§ **Exercise description**
Produce a copy of every line in the records that holds the string "data".
--- Entries shown Enclosed Below ---
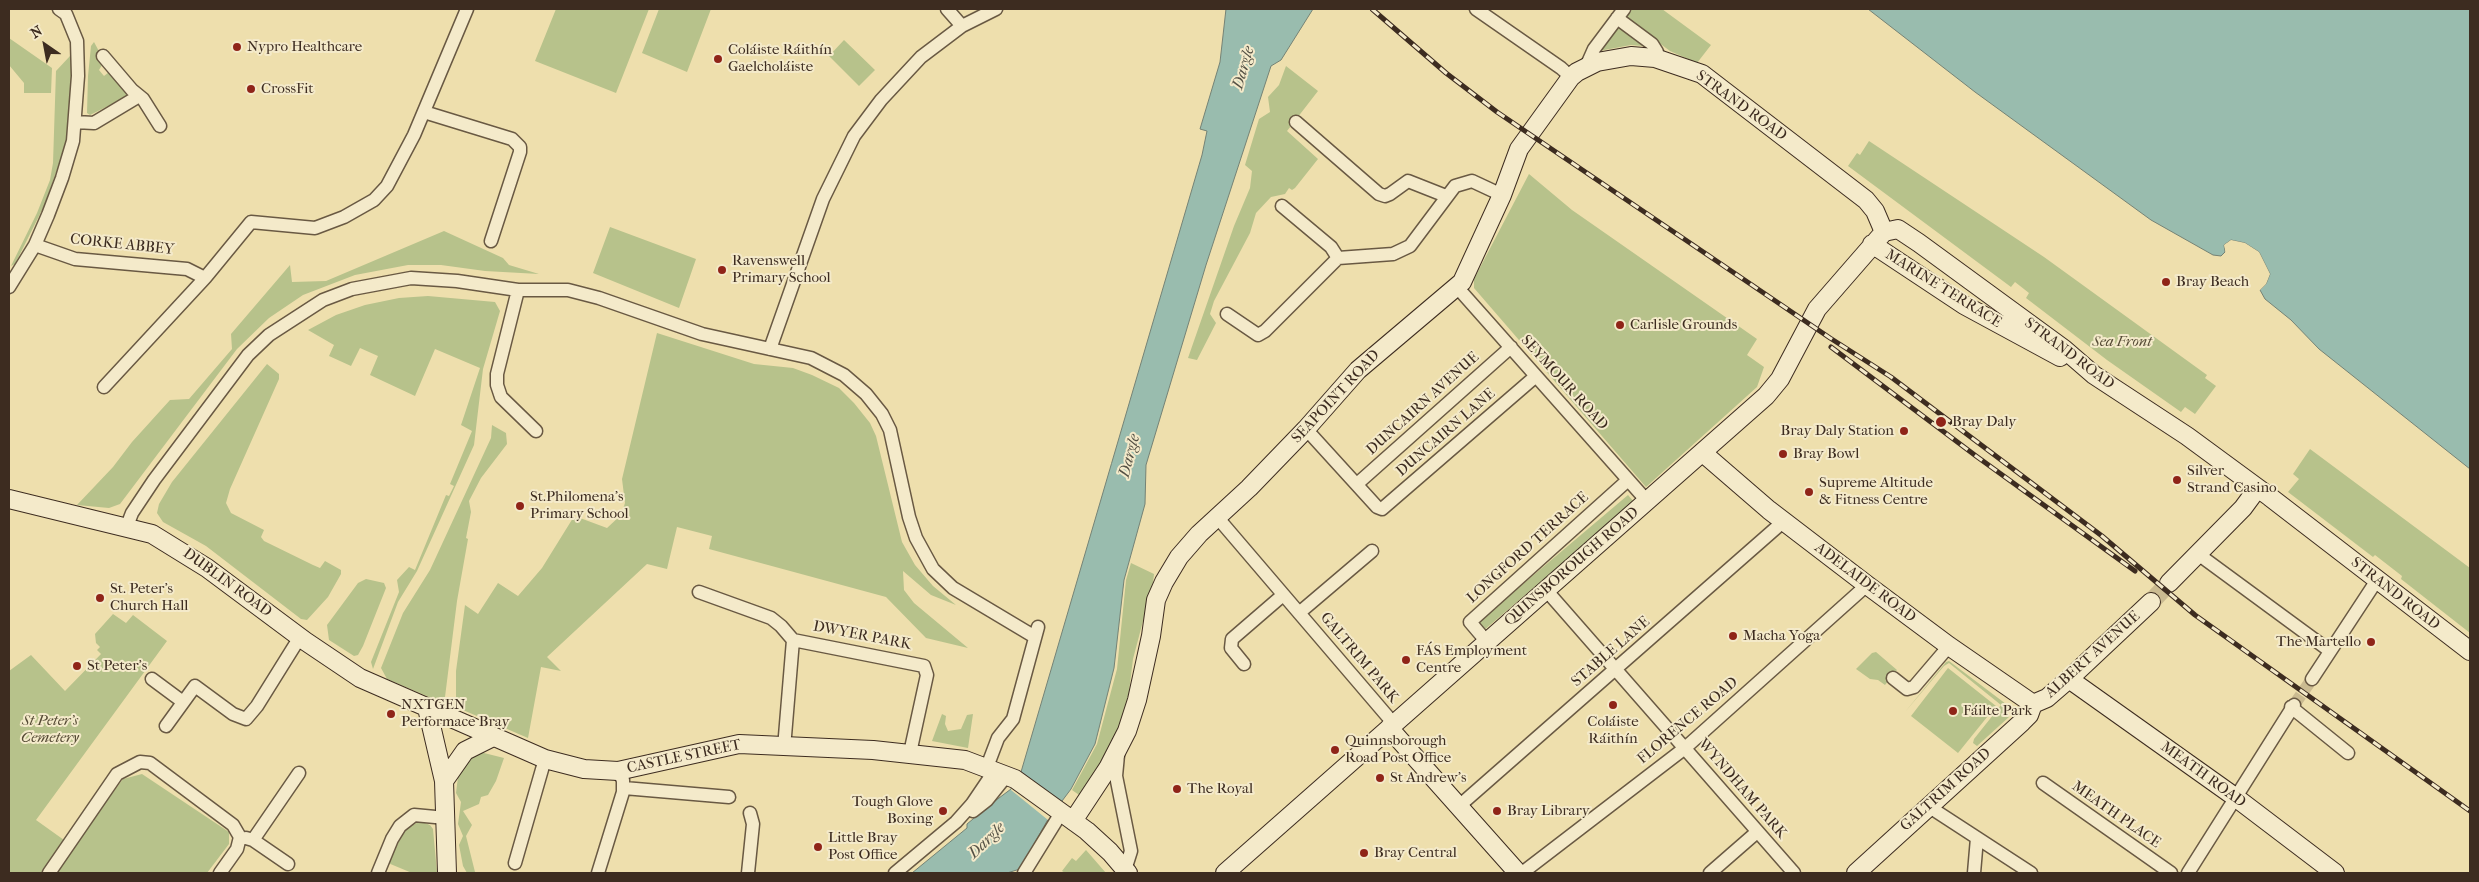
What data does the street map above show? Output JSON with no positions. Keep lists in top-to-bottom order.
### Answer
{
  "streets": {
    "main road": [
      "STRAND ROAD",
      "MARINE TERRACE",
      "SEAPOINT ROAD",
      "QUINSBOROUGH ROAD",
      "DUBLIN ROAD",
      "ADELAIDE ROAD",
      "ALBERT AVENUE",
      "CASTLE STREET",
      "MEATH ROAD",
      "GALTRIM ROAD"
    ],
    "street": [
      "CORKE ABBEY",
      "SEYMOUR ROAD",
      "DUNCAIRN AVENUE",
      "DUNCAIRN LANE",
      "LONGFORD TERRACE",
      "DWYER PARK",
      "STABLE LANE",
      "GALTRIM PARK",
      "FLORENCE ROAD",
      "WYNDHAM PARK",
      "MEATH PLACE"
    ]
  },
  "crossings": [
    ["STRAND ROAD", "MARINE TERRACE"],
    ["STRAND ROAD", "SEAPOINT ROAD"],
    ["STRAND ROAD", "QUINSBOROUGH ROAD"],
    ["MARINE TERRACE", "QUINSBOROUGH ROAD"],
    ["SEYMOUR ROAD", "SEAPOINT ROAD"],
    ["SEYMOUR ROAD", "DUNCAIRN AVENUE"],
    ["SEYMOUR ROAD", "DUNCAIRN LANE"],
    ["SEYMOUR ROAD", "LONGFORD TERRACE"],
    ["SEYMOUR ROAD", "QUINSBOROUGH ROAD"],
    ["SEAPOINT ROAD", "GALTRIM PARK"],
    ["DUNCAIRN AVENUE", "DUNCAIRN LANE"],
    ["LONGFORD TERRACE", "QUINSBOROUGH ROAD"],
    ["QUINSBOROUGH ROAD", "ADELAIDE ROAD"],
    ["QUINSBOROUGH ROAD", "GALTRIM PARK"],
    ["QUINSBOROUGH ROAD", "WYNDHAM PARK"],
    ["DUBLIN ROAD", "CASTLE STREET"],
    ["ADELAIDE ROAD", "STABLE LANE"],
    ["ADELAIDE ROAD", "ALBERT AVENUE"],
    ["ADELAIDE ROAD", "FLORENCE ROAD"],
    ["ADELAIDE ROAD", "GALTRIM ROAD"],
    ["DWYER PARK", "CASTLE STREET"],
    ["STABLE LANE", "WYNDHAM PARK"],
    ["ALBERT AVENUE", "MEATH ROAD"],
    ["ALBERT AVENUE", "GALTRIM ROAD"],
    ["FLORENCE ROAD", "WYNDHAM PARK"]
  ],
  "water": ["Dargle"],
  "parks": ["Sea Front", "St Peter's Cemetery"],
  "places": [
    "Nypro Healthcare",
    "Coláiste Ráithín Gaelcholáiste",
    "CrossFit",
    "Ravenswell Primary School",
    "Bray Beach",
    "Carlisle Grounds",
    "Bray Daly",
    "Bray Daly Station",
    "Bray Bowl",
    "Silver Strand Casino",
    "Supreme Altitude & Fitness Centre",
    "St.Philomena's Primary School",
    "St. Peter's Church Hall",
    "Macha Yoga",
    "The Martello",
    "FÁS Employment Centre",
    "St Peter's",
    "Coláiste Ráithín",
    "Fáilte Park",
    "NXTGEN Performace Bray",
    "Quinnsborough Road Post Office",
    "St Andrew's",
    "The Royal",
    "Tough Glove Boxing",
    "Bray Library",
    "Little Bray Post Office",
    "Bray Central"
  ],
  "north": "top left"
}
--- End of Enclosed Entries shown ---
--- Entries shown Enclosed Below ---
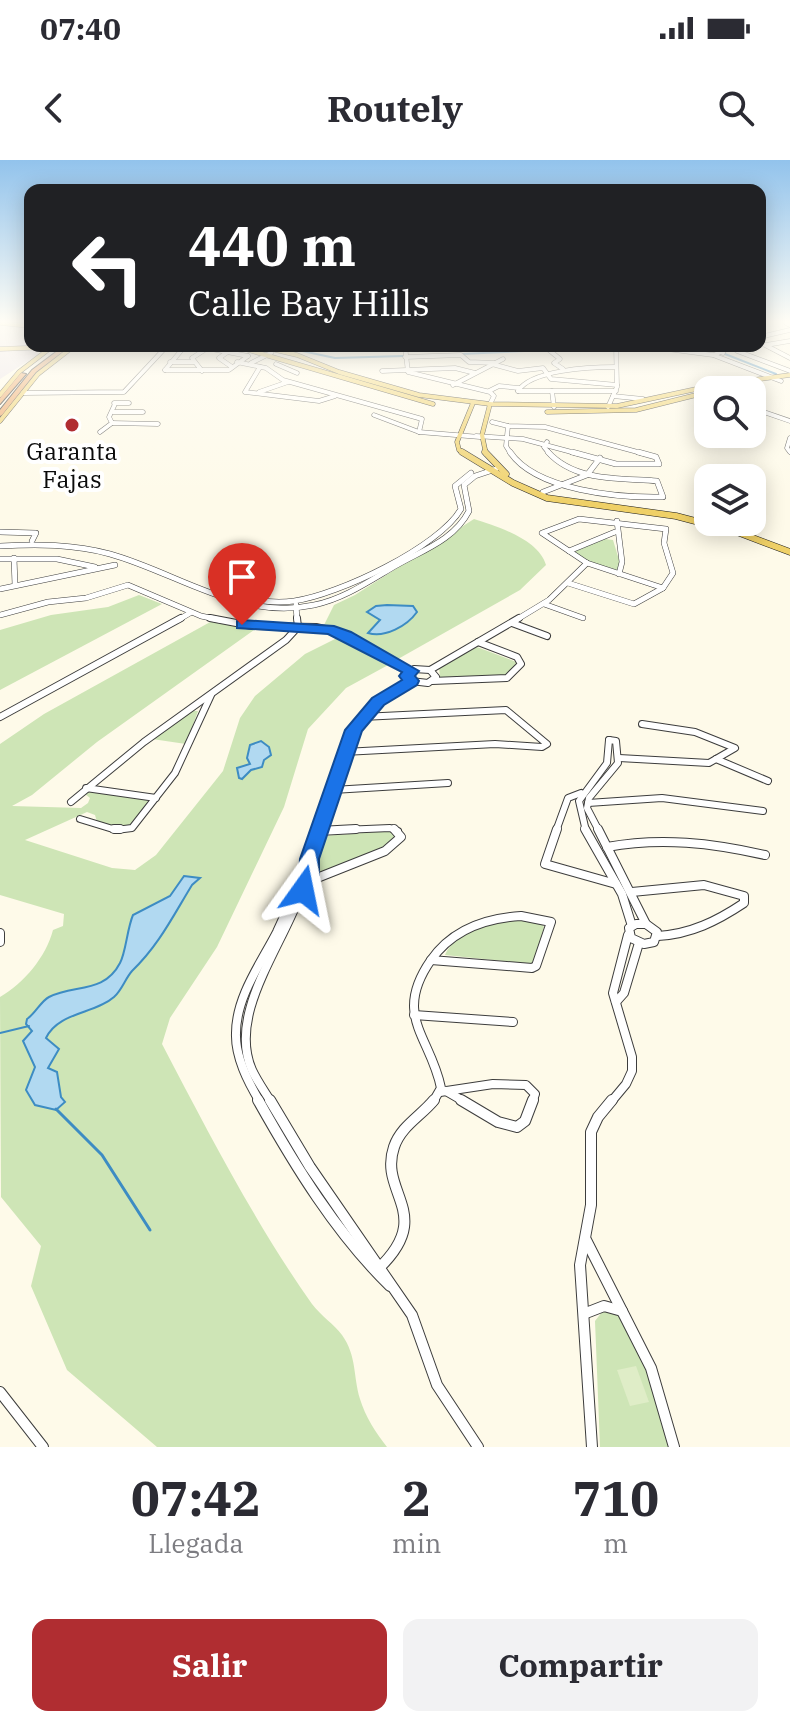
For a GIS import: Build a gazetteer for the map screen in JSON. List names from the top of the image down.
--- End of Enclosed Entries shown ---
--- Entries shown Enclosed Below ---
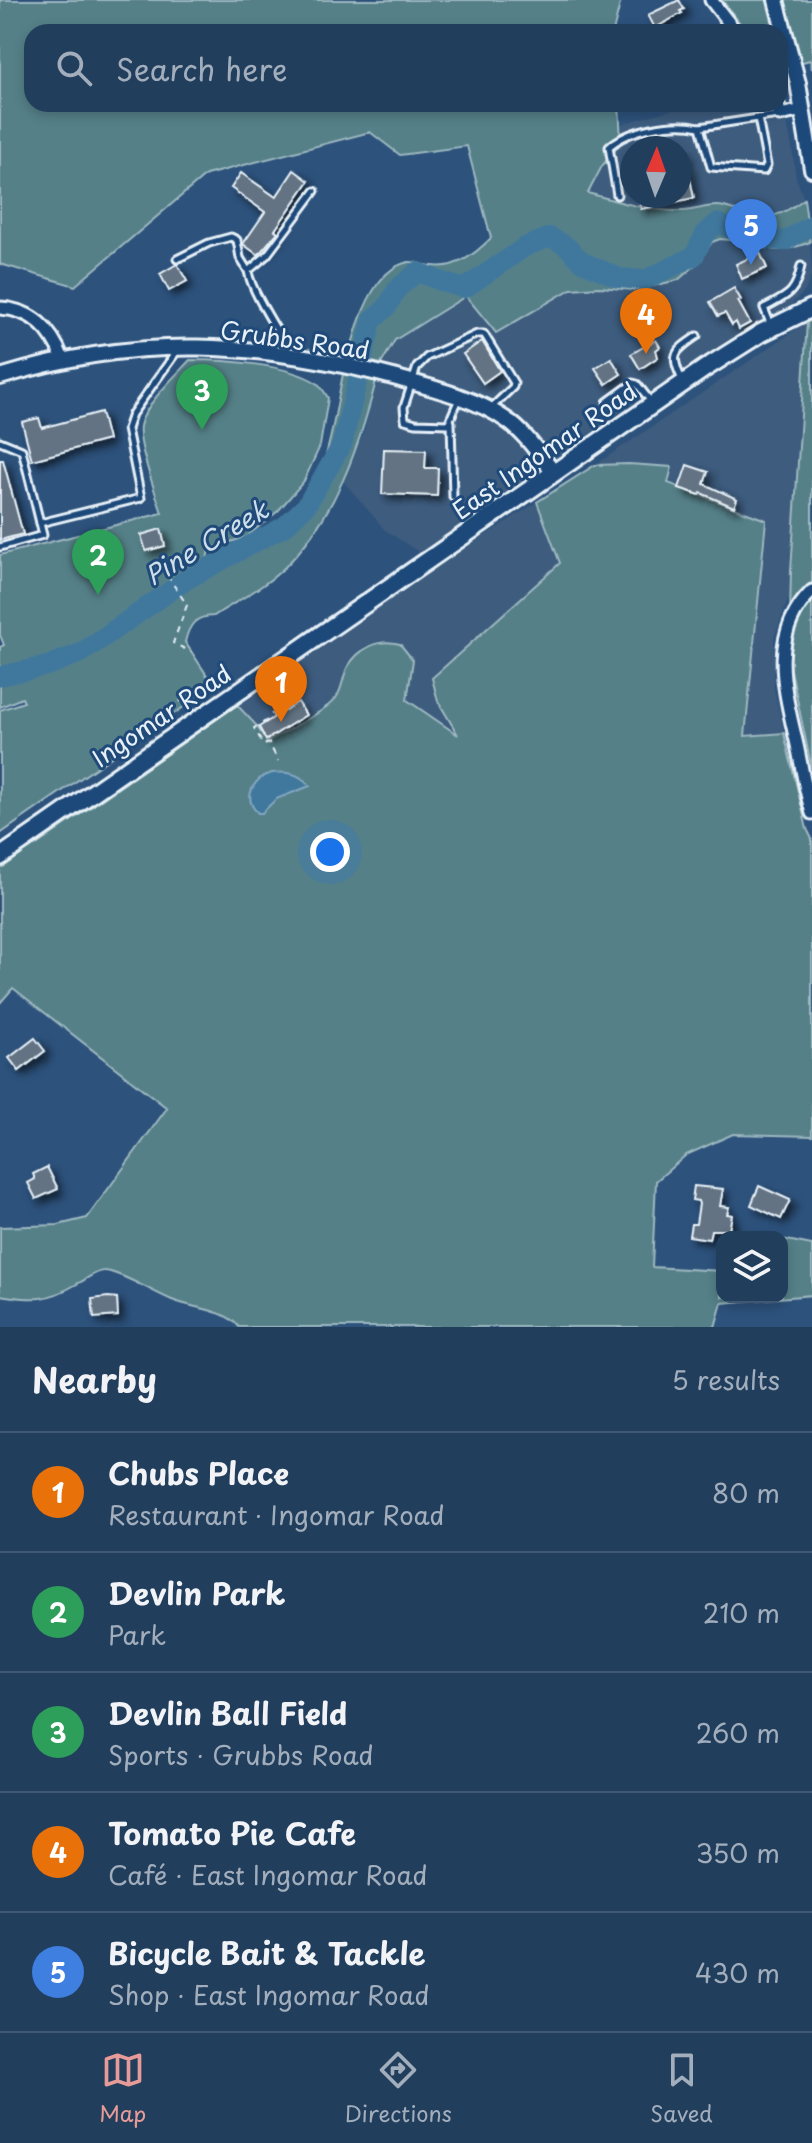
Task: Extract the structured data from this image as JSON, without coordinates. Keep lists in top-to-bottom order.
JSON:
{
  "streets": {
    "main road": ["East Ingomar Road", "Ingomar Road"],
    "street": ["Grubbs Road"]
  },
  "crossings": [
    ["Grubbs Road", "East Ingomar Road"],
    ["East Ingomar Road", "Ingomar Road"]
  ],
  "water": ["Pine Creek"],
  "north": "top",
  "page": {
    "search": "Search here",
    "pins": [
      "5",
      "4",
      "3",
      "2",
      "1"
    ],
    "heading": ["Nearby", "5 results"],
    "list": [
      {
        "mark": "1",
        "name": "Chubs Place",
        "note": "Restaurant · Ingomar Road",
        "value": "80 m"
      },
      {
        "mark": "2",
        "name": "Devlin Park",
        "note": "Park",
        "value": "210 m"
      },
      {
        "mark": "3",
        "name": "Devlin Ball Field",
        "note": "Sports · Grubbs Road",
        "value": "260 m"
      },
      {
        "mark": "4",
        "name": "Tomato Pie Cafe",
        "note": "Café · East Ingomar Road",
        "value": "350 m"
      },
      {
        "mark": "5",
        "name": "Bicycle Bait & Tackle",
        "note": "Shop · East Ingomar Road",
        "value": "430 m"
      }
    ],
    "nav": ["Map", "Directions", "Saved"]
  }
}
--- End of Enclosed Entries shown ---
§ **Result of this task**
What data does the street map above show? Output JSON with no positions. Keep lists in top-to-bottom order.
Task: Extract the structured data from this image as JSON, without coordinates. Keep lists in top-to-bottom order.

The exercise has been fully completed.